Chen S H, Shine H D, Goodman J C, Grossman R G, Woo S L
Howard Hughes Medical Institute, Baylor College of Medicine, Houston, TX 77030.
Proc Natl Acad Sci U S A. 1994 Apr 12;91(8):3054-7. doi: 10.1073/pnas.91.8.3054.

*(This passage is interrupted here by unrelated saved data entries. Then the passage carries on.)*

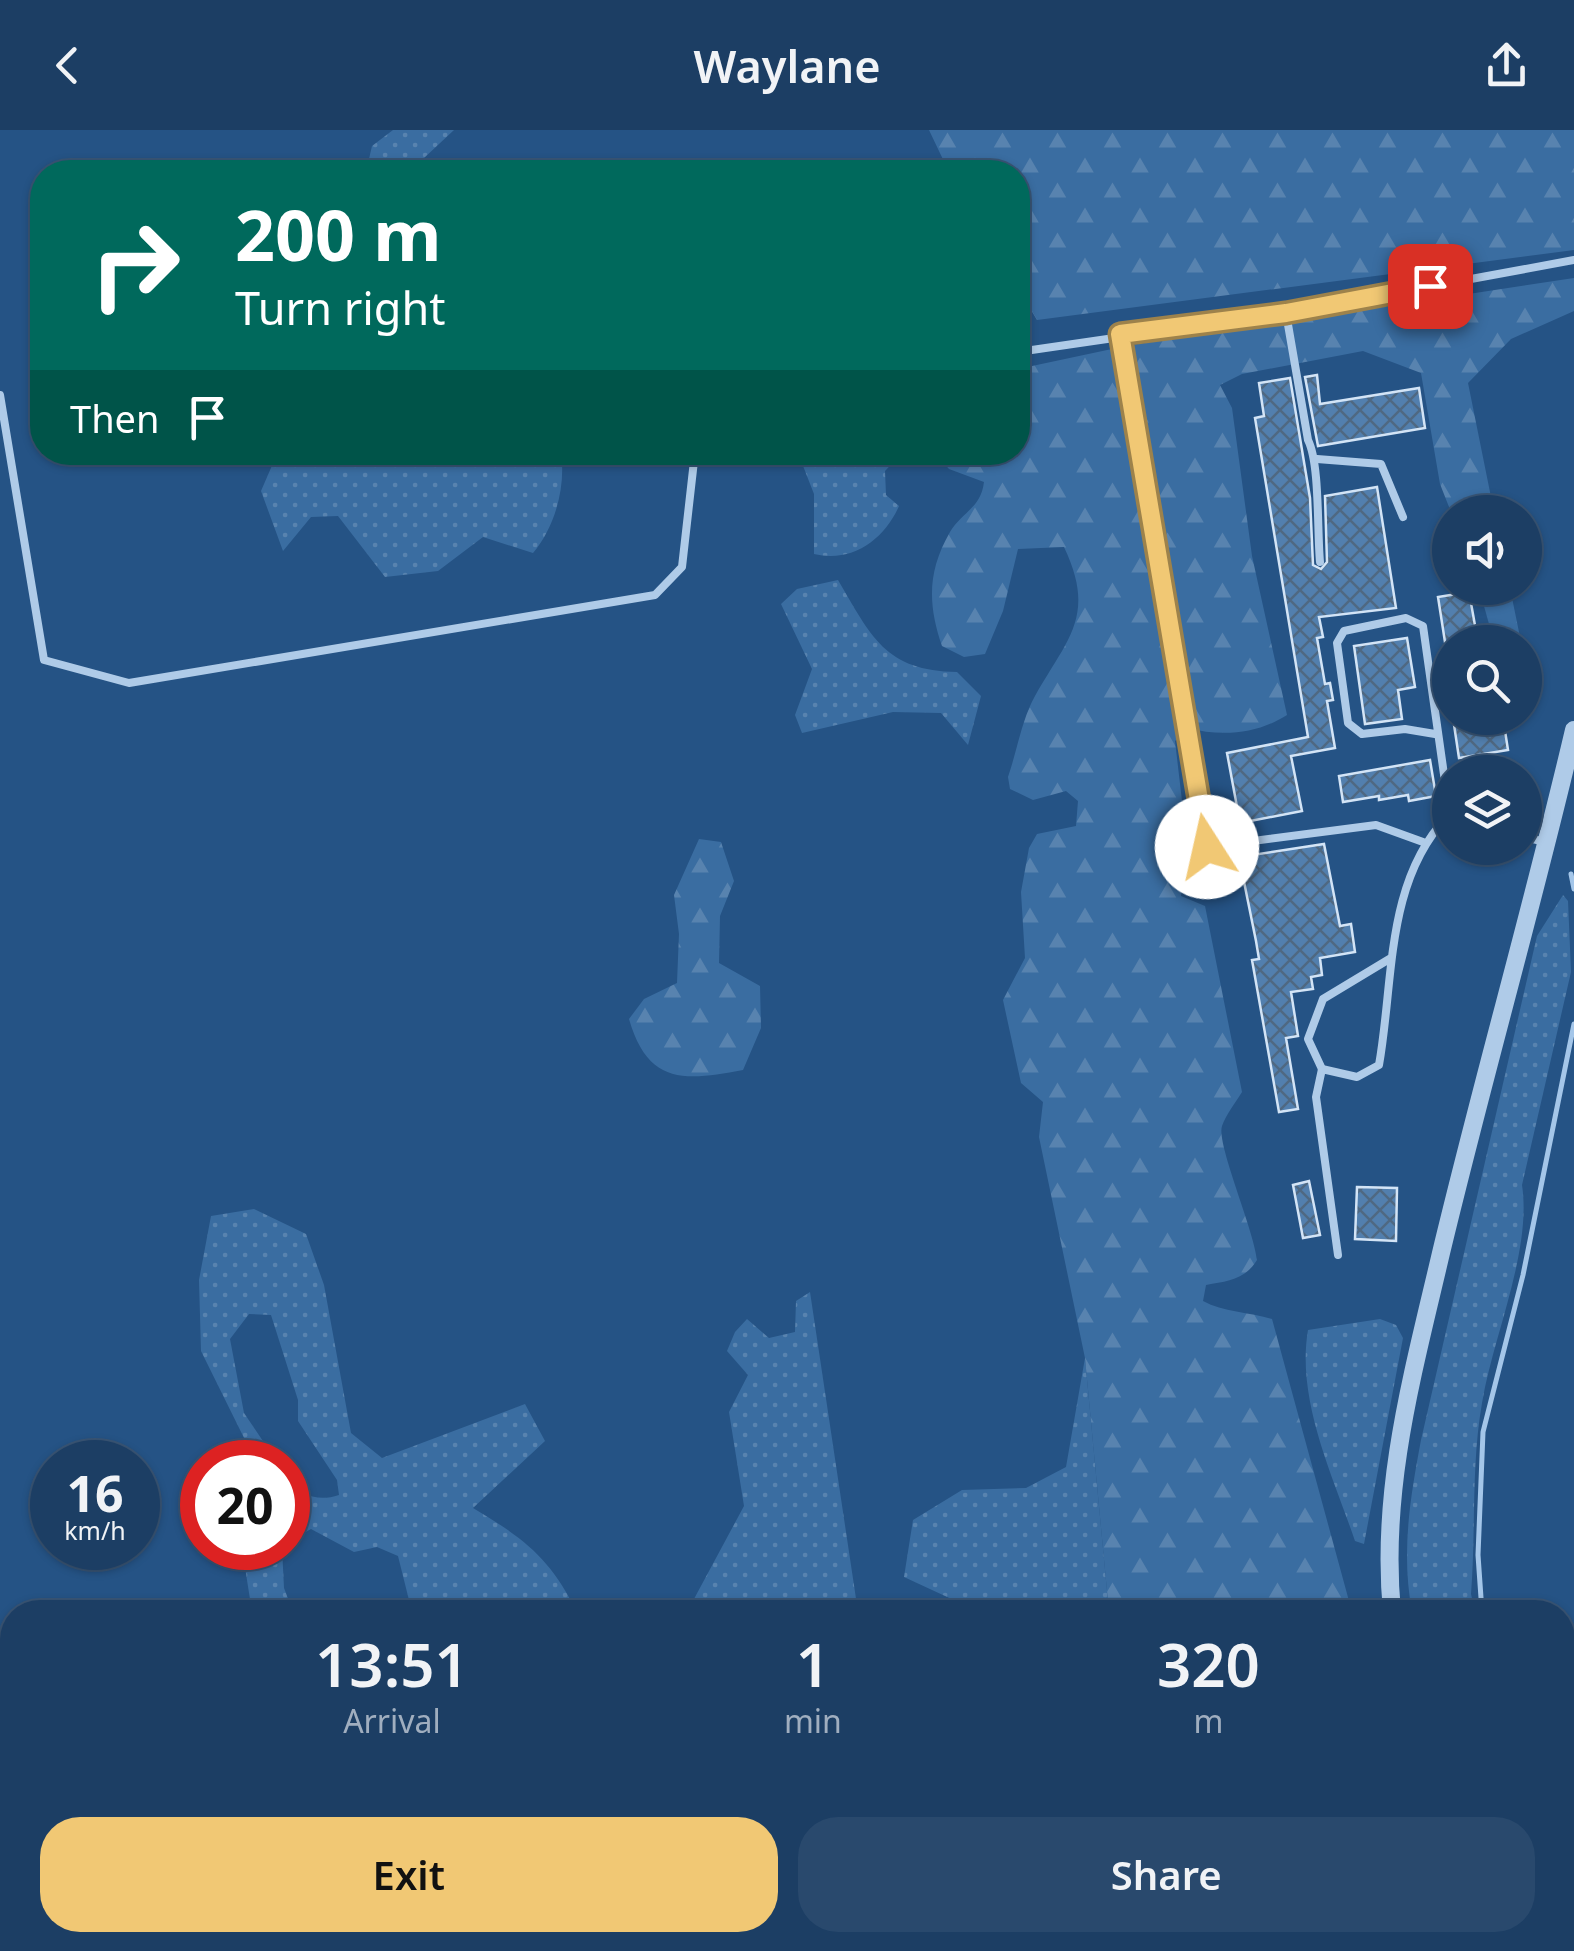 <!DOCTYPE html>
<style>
:root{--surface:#1c3e64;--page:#29496d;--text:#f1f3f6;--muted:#a0aebf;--line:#3a5778;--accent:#f1c874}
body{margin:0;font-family:"Noto Sans",sans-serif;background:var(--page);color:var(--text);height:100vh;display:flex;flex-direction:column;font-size:38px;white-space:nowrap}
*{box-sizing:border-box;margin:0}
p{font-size:32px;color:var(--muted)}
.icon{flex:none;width:55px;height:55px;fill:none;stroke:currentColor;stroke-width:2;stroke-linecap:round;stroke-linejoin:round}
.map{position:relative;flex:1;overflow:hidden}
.sheet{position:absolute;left:0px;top:1470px;width:1575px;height:352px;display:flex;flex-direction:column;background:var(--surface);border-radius:40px 40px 0 0;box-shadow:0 2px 8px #0004,0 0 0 2px var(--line)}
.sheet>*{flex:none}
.banner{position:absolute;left:30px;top:30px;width:1000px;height:305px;border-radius:40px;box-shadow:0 2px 8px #0004,0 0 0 2px var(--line);background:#00695c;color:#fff;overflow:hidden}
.controls{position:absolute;left:1432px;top:365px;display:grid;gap:20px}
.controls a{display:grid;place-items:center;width:110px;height:110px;border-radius:50%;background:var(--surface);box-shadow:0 2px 8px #0004,0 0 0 2px var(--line);font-size:50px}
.speed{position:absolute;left:30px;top:1310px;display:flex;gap:20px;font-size:50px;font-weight:700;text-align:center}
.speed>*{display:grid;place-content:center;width:130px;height:130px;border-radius:50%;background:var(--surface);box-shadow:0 2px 8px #0004,0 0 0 2px var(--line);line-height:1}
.speed small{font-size:25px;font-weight:400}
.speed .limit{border:15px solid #d22;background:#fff;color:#111}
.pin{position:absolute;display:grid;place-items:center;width:85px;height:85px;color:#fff;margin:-42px;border-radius:20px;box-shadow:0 5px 15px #0006}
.me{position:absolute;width:110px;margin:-55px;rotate:350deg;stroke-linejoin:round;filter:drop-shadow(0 0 8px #0008)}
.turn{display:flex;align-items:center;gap:35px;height:210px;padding:0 40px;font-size:45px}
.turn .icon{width:130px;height:130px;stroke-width:2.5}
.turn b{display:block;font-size:70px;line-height:85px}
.then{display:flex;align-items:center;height:95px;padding:0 40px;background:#0003;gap:20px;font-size:38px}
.eta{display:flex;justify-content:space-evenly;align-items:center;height:170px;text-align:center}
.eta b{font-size:60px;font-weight:600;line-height:70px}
.action{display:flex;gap:20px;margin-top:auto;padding:20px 40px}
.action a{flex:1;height:115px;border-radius:40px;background:var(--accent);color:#111;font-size:40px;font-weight:600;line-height:115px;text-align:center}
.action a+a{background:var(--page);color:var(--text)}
header{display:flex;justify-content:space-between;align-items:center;height:130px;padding:0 40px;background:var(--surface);font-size:45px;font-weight:600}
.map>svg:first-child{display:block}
.grass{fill:url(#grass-dots)}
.forest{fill:url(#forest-firs)}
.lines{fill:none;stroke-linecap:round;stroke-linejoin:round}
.stream{stroke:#a4c6e9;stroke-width:5}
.building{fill:url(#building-cross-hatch);stroke:#d3e4f6;stroke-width:2.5}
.service{stroke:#afcbe8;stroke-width:8}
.tertiary{stroke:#afcbe8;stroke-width:18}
.route-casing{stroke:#9d824b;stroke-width:25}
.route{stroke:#f1c874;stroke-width:18}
</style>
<header><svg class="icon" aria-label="back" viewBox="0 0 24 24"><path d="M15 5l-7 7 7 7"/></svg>Waylane<svg class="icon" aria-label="share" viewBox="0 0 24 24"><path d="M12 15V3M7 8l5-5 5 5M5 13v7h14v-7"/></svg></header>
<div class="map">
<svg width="1574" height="1821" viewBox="0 0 1574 1821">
<defs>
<pattern id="grass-dots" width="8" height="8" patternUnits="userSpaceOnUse" patternTransform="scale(2.5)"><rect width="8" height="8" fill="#3a6da1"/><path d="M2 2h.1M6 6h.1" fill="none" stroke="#5883af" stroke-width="1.8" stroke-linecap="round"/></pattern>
<pattern id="forest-firs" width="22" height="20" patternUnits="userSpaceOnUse" patternTransform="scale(2.5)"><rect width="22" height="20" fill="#3a6da1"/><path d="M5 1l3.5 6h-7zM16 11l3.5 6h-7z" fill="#5883af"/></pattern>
<pattern id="building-cross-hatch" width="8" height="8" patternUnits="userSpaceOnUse" patternTransform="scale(2.5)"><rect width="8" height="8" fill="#527fae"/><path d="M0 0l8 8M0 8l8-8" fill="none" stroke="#4f6882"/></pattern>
</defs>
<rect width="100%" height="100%" fill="#255385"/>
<g class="grass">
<polygon points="393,0 454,0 409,42 366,42 372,16"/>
<polygon points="272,32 306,42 234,42 235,38"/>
<path d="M 561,323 C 566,357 555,397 533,423 L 483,407 L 438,441 L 385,447 L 338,386 L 311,387 L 283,421 L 261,361 L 274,331 L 272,323 Z"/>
<path d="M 798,323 L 921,323 L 900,325 L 885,341 L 886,365 L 899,376 C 884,410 852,433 814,424 L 814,364 Z"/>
<path d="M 838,450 C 871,506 885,541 957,542 L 981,566 L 968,615 L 941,583 L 893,582 L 802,603 L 795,585 L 812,539 L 781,474 L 797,459 Z"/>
<path d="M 1563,765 L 1568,771 L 1571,842 L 1522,1055 C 1532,1121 1493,1206 1482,1273 C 1471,1336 1476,1400 1471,1464 L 1475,1482 L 1412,1482 C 1401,1422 1410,1369 1421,1310 L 1537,806 Z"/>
<path d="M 254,1079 L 306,1104 L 324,1155 L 351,1303 L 382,1328 L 525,1274 L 545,1311 L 473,1378 C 525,1409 550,1428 577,1482 L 431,1482 L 410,1474 L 398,1426 L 377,1417 L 354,1422 L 311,1399 L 288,1412 L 288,1348 C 300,1366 318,1372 339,1365 L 337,1350 L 298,1291 L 298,1270 L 271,1185 L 249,1184 L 230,1209 L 244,1283 L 277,1332 L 236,1332 L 247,1314 L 201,1221 L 199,1150 L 211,1086 Z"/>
<polygon points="810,1162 858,1482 687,1482 744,1376 729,1282 748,1245 727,1221 735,1202 747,1189 769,1208 795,1202 796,1171"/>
<path d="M 1380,1189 L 1396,1195 L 1403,1208 L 1364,1414 L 1355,1411 C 1333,1346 1296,1270 1308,1200 Z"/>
<polygon points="1085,1228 1109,1482 1074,1474 1074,1482 959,1482 958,1472 904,1447 913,1390 962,1360 1026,1358 1066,1337"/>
<polygon points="242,1418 282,1418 284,1458 293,1482 252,1482"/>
<polygon points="1525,1810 1560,1810 1562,1821 1528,1821"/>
</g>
<g class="forest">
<polygon points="929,0 1574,0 1574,120 1037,190 1018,158 1018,42 949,42"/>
<path d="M 1574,148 L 1574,181 L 1511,209 L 1468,253 L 1494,382 L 1451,382 L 1440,354 L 1421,243 L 1363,221 L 1242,244 L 1220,255 L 1232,278 L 1252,426 L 1287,585 C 1257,604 1222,607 1188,598 L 1175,611 L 1187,714 L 1181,766 L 1205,776 L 1242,962 C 1235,973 1226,985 1222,996 C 1216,1013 1254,1100 1257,1130 C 1245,1150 1227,1151 1206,1155 L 1203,1171 C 1223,1182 1249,1182 1272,1189 L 1352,1482 L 1109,1482 L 1085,1228 L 1039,1007 L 1043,972 L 1021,953 L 1003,870 L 1025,828 L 1021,762 L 1029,718 L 1037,704 L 1076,696 L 1078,671 L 1066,661 L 1033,670 L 1010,659 L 1008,647 C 1017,621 1022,589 1035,566 C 1067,509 1097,486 1064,417 L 1018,419 L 1003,481 L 985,524 L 964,527 L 942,516 C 928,475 927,442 950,402 C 963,381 981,378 984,352 L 949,339 L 942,331 L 944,323 L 1018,322 L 1018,239 L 1126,216 Z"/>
<polygon points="1479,458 1510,458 1521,512 1494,512"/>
<path d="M 699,709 L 721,712 L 734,751 L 720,786 L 719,833 L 760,856 L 761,898 L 743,940 C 685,951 648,955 629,889 L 644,869 L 677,853 L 679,804 L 674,765 Z"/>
<polygon points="929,1810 1473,1810 1477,1821 923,1821"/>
</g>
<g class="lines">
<g class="stream">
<polyline points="1571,744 1574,759"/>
<polyline points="1482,1482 1478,1425 1483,1302 1523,1145 1574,894"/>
<polyline points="1562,1789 1571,1821"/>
</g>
</g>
<g class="building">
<polygon points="1317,245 1320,274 1419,258 1425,298 1318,316 1305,247"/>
<polygon points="1290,248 1310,368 1313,435 1321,439 1327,432 1325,366 1377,357 1396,478 1319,487 1323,507 1317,508 1325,554 1330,553 1333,570 1327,571 1335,618 1291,626 1302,681 1240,693 1227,623 1308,607 1255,288 1264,286 1259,253"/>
<polygon points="1469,462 1478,512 1445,512 1438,467"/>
<polygon points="1407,508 1415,557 1398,560 1402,589 1365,594 1354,516"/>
<polygon points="1453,588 1503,588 1508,620 1459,628"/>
<polygon points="1430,630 1436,666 1409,671 1408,665 1379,670 1379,666 1343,672 1339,646"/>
<polygon points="1324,714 1340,796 1351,794 1355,822 1320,828 1322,845 1311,847 1313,859 1291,862 1298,906 1286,908 1298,979 1279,982 1252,830 1259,829 1256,811 1239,727"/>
<polygon points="1309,1051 1320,1105 1303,1108 1293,1055"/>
<polygon points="1357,1057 1397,1058 1396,1111 1355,1109"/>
</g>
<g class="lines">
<g class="service">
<path d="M 1286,183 L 1308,310 C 1320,334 1317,400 1320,432"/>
<polyline points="1120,204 1207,717 1376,695 1423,712"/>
<polyline points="1018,222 1286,183 1574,130"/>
<polyline points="0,265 44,530 129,553 655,465 682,437 695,322"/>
<polyline points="1317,329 1381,334 1403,387"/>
<polyline points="1435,604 1405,599 1362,604 1348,593 1337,513 1344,501 1406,488 1423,496 1450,687"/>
<polyline points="1525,707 1545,712"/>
<path d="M 1391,828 L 1323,869 L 1308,909 L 1322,939 L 1357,947 L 1379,935 C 1394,851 1385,752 1447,687"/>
<polyline points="1322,939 1316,967 1338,1125"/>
</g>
<g class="tertiary">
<path d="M 1392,1482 C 1380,1359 1413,1243 1441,1123 C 1483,948 1533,775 1574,600"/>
<polyline points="1502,1810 1506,1821"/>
</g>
</g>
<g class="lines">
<defs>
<polyline id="route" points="1207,717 1120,204 1286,183 1430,156"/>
</defs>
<use href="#route" class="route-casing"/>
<use href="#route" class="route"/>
</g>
</svg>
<div class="controls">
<a><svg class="icon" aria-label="sound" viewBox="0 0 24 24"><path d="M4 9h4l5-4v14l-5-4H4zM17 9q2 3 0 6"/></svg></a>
<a><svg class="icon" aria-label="search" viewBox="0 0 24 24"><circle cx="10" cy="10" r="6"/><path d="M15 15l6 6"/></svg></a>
<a><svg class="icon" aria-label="layers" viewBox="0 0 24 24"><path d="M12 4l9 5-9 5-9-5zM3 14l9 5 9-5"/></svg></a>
</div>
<div class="speed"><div>16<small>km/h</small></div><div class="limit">20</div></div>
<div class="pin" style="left:1430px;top:156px;background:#d93025"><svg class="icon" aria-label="arrive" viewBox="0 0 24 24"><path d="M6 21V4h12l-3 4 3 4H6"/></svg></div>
<svg class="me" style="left:1207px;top:717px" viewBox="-20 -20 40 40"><circle r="19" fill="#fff"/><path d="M0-13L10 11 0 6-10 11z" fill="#f1c874"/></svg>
<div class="banner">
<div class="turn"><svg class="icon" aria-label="right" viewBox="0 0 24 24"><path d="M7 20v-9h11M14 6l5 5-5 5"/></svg><div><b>200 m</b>Turn right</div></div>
<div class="then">Then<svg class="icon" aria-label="arrive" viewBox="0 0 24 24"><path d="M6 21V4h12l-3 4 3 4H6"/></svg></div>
</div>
<section class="sheet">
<div class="eta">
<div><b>13:51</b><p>Arrival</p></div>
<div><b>1</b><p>min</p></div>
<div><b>320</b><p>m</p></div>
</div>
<div class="action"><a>Exit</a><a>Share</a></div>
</section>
</div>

The therapeutic efficacy of adenovirus-mediated herpes simplex virus thymidine kinase (HSV-tk) gene transduction of rat C6 glioma cells followed by ganciclovir (GCV) administration was studied in tumors generated in the brains of nude mice. C6 glioma cells were efficiently transduced in vitro by a replicative-defective recombinant adenovirus carrying the HSV-tk gene (ADV/RSV-tk) that rendered them sensitive to GCV in a dose-dependent manner. Tumors were generated by stereotaxic intracerebral injection of 1 x 10(4) C6 cells in nude mice. After 8 days of tumor growth, 3 x 10(8) ADV/RSV-tk viral particles were injected into the tumors and the mice subsequently were treated with GCV for 6 days. Tumor size in untreated and treated animals was compared 20 days after tumor implantation. The mean cross-sectional area of the tumors in the treated animals was 23-fold smaller than in control animals and the tumor volume was reduced by > 500-fold. These results demonstrate that the recombinant adenoviral vector can function as an efficient gene delivery vehicle for the treatment of gliomas by in vivo gene therapy.
在裸鼠脑内生成的肿瘤中,研究了腺病毒介导的单纯疱疹病毒胸苷激酶(HSV-tk)基因转导大鼠C6胶质瘤细胞并随后给予更昔洛韦(GCV)后的治疗效果。携带HSV-tk基因的复制缺陷型重组腺病毒(ADV/RSV-tk)在体外能有效地转导C6胶质瘤细胞,使其对GCV呈剂量依赖性敏感。通过在裸鼠脑内立体定向注射1×10⁴个C6细胞生成肿瘤。肿瘤生长8天后,向肿瘤内注射3×10⁸个ADV/RSV-tk病毒颗粒,随后对小鼠给予GCV治疗6天。在肿瘤植入20天后比较未治疗和治疗动物的肿瘤大小。治疗动物的肿瘤平均横截面积比对照动物小23倍,肿瘤体积减少了>500倍。这些结果表明,重组腺病毒载体可作为一种有效的基因传递载体,通过体内基因治疗用于治疗胶质瘤。